Não digo o mesmo do advogado Almir Sater. Um violeiro raiz que sabe letrar e fazer lindas harmonias com viola (com seu doce som de cravo). Sater sabe até colocar elementos rítmicos de blues em suas canções e ainda é a fina flor do estilo. Mas seu violão é básico.

Eu quero demais que salvem o rock: mas salvem como baterias como do Led e do Rush. Salvem com solos de guitarra novos, como eram os de Eric Clapton, Dire Strait, “stairway to heaven” de Led e Van Halen. Façam letras, mas letras que critiquem o sistema de maneira não anárquica, de apologia ao esquerdismo insano. Letras como Alagados, dos Paralamas ou Proteção, da Plebe Rude.

Os alvos das letras são o que não faltam: a corrupção e a hipocrisia dos sistemas de poder político-midiático. Sepultura ainda faz esse mister e, por isso, ainda tem um público cativo e internacional.

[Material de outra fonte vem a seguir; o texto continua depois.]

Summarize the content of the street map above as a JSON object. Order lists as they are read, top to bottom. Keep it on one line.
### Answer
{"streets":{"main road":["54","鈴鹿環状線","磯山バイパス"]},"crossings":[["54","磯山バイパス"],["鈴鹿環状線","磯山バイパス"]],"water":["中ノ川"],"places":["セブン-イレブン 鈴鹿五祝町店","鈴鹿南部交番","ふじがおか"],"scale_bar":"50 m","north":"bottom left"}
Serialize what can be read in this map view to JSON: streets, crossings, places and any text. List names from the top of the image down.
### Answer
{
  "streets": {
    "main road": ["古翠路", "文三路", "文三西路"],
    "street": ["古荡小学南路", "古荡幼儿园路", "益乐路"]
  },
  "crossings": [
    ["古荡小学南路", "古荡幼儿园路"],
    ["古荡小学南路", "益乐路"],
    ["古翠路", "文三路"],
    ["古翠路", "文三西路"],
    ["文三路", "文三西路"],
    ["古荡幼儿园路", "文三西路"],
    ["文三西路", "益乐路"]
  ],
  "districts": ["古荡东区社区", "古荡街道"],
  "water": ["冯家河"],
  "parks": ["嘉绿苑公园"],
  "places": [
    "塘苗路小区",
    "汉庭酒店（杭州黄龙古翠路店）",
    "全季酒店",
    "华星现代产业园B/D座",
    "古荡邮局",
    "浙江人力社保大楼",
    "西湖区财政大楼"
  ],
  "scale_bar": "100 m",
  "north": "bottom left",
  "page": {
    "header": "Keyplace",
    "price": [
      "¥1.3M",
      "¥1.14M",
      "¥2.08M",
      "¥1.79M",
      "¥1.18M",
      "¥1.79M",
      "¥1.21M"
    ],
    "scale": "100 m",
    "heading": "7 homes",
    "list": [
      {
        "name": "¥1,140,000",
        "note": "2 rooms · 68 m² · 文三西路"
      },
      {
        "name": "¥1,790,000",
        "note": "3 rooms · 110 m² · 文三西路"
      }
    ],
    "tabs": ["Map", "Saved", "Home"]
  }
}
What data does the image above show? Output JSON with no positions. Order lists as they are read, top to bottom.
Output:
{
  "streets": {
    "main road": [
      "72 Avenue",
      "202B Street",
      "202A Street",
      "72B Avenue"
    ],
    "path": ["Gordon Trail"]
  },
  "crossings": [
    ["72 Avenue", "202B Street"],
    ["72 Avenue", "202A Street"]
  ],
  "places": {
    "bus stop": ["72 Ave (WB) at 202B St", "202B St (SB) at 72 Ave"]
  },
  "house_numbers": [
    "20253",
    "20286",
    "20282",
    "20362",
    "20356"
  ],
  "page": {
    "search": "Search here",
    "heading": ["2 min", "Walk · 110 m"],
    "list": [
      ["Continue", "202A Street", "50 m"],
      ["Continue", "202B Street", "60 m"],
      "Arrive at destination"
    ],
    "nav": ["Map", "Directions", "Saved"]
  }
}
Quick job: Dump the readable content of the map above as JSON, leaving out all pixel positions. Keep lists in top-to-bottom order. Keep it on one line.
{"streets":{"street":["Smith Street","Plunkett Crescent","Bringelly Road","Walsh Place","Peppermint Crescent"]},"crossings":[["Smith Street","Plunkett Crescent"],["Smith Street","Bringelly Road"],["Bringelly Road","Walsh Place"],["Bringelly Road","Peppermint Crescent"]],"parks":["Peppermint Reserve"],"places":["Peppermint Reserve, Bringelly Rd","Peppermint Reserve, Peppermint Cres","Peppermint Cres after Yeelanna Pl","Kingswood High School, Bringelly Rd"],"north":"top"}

Rodolfo, dos Raimundos, caiu fora do estilo, buscando o gospel e uma nova forma cristã de encarar o mundo (um direito dele).

Não tem mais sentido um Dinho, do Capital Inicial, ou um Dado Villa-Lobos, ambos com 50 anos, ainda manterem uma aura de adolescentes de classe média revoltados. Isso que não cola mais no inconsciente coletivo. Devem mostrar os erros que o rock cometeu.

Precisa-se muito reinventar o rock, antes que ele morra sem passar da meia-idade.

Rock, assim como sertanejo, é estilo de vida ou, para sermos mais rebuscados: ideologia de classe. O sertanejo conseguiu a façanha de roubar o público urbano e juvenil do rock, principalmente a classe média universitária.

Os grandes trunfos do sertanejo são: o bucolismo e o romantismo. O rock perdeu o romantismo e perdeu a capacidade de criticar o sistema - já que ele mesmo, rock, alimentou. Alimentou com lucros absurdos, sem mudar qualquer estrutura de pensamento. Muitos dos que "compraram a proposta de vida do rock", autodestrutiva, hoje estão na sarjeta, com o caso do baixista "Negreti" da Legião Urbana (que vive nas ruas do Rio, pedindo esmola).

O "rock and roll" é uma música da classe média urbana, o que não é diferente da bossa nova da zona sul carioca, por exemplo. Ambas são feitas por gente da classe média letrada. Hoje ambas passam por um encolhimento do seu público.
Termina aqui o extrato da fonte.